Task directions — Output all entries precisely.
+++ Information supplied +++
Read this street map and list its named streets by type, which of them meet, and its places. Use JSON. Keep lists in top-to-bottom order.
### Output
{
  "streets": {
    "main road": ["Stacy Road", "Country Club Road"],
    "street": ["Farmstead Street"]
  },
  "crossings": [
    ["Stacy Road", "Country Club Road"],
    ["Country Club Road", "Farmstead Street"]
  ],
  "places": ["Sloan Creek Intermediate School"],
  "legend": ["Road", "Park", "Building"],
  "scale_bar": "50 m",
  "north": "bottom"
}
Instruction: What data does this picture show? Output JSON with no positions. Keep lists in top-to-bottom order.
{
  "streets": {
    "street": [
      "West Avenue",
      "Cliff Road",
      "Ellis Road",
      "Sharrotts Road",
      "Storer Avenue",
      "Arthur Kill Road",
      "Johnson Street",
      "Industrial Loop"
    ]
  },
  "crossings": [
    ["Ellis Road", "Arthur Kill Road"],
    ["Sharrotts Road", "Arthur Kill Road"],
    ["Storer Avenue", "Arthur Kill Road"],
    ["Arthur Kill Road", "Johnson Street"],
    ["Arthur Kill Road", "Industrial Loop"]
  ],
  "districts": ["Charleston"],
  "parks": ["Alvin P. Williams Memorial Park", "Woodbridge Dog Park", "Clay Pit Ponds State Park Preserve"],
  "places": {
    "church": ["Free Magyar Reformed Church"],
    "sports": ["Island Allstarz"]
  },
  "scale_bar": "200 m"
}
+++
Answer to this problem —
Read this street map and list its named streets by type, which of them meet, and its places. Use JSON. Keep lists in top-to-bottom order.
### Output
{
  "streets": {
    "main road": ["Stacy Road", "Country Club Road"],
    "street": ["Farmstead Street"]
  },
  "crossings": [
    ["Stacy Road", "Country Club Road"],
    ["Country Club Road", "Farmstead Street"]
  ],
  "places": ["Sloan Creek Intermediate School"],
  "legend": ["Road", "Park", "Building"],
  "scale_bar": "50 m",
  "north": "bottom"
}
Instruction: What data does this picture show? Output JSON with no positions. Keep lists in top-to-bottom order.
{
  "streets": {
    "street": [
      "West Avenue",
      "Cliff Road",
      "Ellis Road",
      "Sharrotts Road",
      "Storer Avenue",
      "Arthur Kill Road",
      "Johnson Street",
      "Industrial Loop"
    ]
  },
  "crossings": [
    ["Ellis Road", "Arthur Kill Road"],
    ["Sharrotts Road", "Arthur Kill Road"],
    ["Storer Avenue", "Arthur Kill Road"],
    ["Arthur Kill Road", "Johnson Street"],
    ["Arthur Kill Road", "Industrial Loop"]
  ],
  "districts": ["Charleston"],
  "parks": ["Alvin P. Williams Memorial Park", "Woodbridge Dog Park", "Clay Pit Ponds State Park Preserve"],
  "places": {
    "church": ["Free Magyar Reformed Church"],
    "sports": ["Island Allstarz"]
  },
  "scale_bar": "200 m"
}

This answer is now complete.